Angka komitmen investasi tersebut hasil dari diselenggarakannya West Java
Investment Summits (WJIS) 2020 di Kota Bandung. Angka tersebut menimbulkan harapan
akan pemulihan masa depan perekonomian Jabar di masa mendatang.
“Kita berharap 10-20 persen dari proyek investasi
itu dikerjakan oleh pengusaha lokal dan regional Jabar sehingga mereka bisa
recovery dan perekonomian kota kabupaten di Jabar akan bisa tumbuh,”ujar
Ketua Harian Komite Pemulihan Ekonomi Jabar Ipong Witono saat jadi pembicara
dalam webinar “Resiliensi Ekonomi di Tengah Pandemi, Menatap Peluang E-Commerce
Jawa Barat” yang diselenggarakan oleh Biro Pusat Statistik Jabar, Selasa
(17/11/2020).
Saat ini, menurut Ipong, sebanyak 1.983 perusahaan
dengan jumlah buruh 111.985 orang terdampak COVID-19. Dari jumlah tersebut 983
perusahaan merumahkan karyawannya dengan jumlah 80.138 pekerja, dan 460
perusahaan melakukan pemutusan hubungan kerja (PHK) terhadap 19.089 pekerja.

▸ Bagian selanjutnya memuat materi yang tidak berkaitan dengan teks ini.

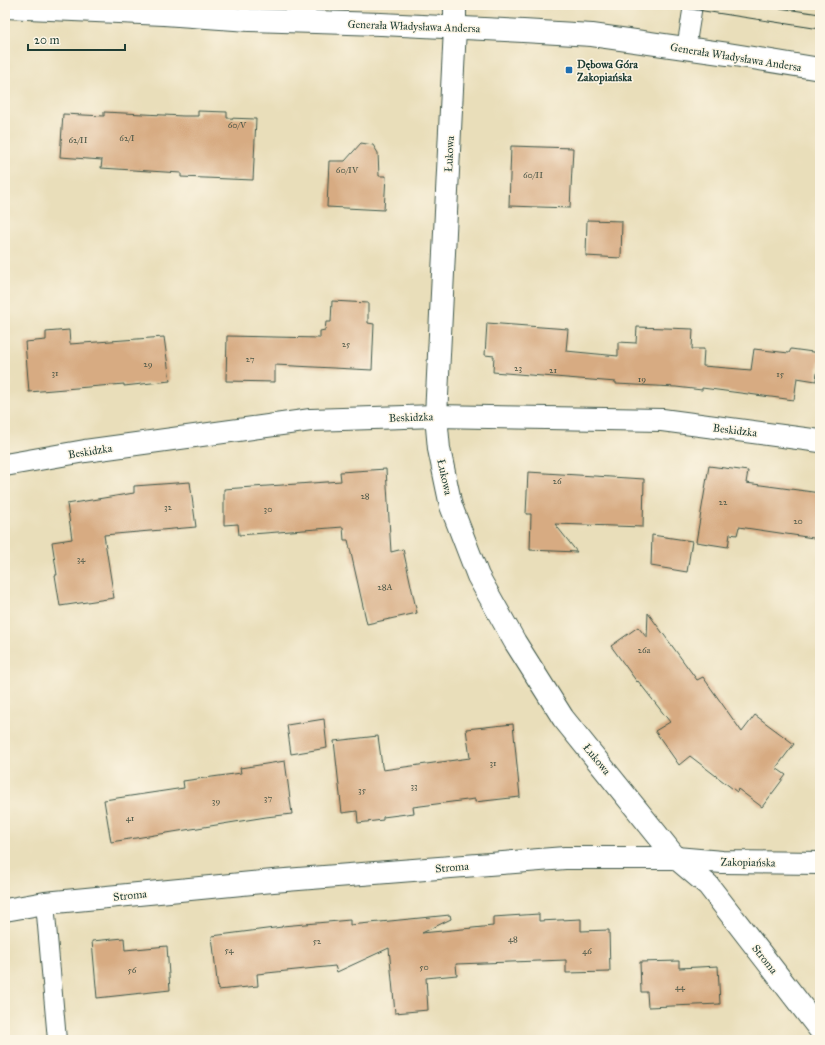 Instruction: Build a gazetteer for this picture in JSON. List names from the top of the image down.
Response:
{
  "streets": {
    "street": [
      "Generała Władysława Andersa",
      "Łukowa",
      "Beskidzka",
      "Zakopiańska",
      "Stroma"
    ]
  },
  "crossings": [
    ["Generała Władysława Andersa", "Łukowa"],
    ["Łukowa", "Beskidzka"],
    ["Łukowa", "Zakopiańska"],
    ["Łukowa", "Stroma"],
    ["Zakopiańska", "Stroma"]
  ],
  "places": {
    "transit": ["Dębowa Góra Zakopiańska"]
  },
  "house_numbers": [
    "60/V",
    "62/I",
    "62/II",
    "60/IV",
    "60/II",
    "25",
    "27",
    "29",
    "23",
    "21",
    "31",
    "15",
    "19",
    "26",
    "28",
    "22",
    "32",
    "30",
    "20",
    "34",
    "28A",
    "26a",
    "31",
    "33",
    "35",
    "37",
    "39",
    "41",
    "48",
    "52",
    "54",
    "46",
    "50",
    "56",
    "44"
  ],
  "scale_bar": "20 m"
} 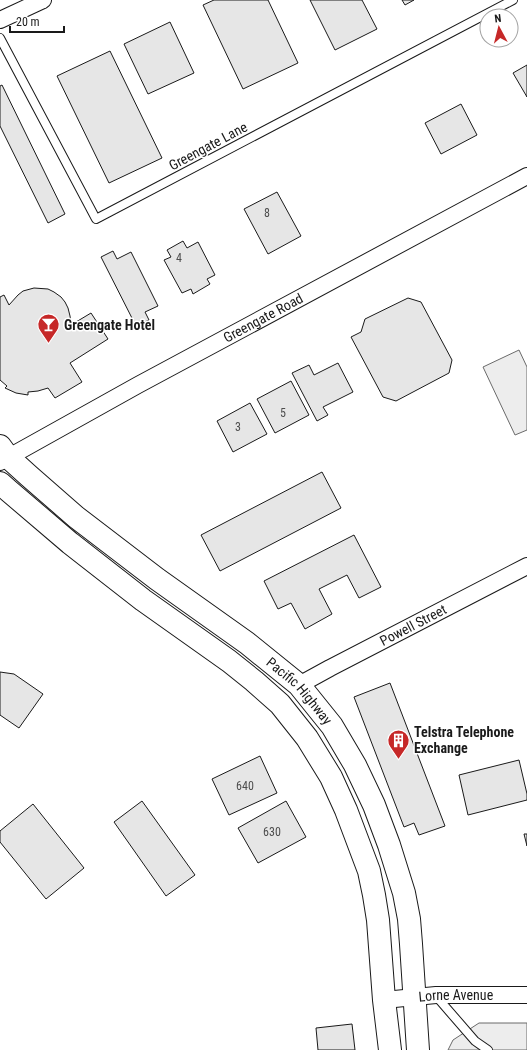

Namun demikian, pada triwulan keempat diharapkan ekonomi Jabar akan segera
pulih karena adanya beberapa peluang pertumbuhan.
Adanya beberapa proyek strategis seperti Pelabuhan
Patimban di Subang dan juga pengembangan kawasan ekonomi khusus Rebana bisa
memberikan pertumbuhan ekonomi yang bagus untuk daerah. Hanya saja, pengusaha
lokal harus bisa terlibat dalam pengerjaannya sehingga berkontribusi pada
perekonomian Jabar yang saat ini tengah mengalami kontraksi cukup dalam.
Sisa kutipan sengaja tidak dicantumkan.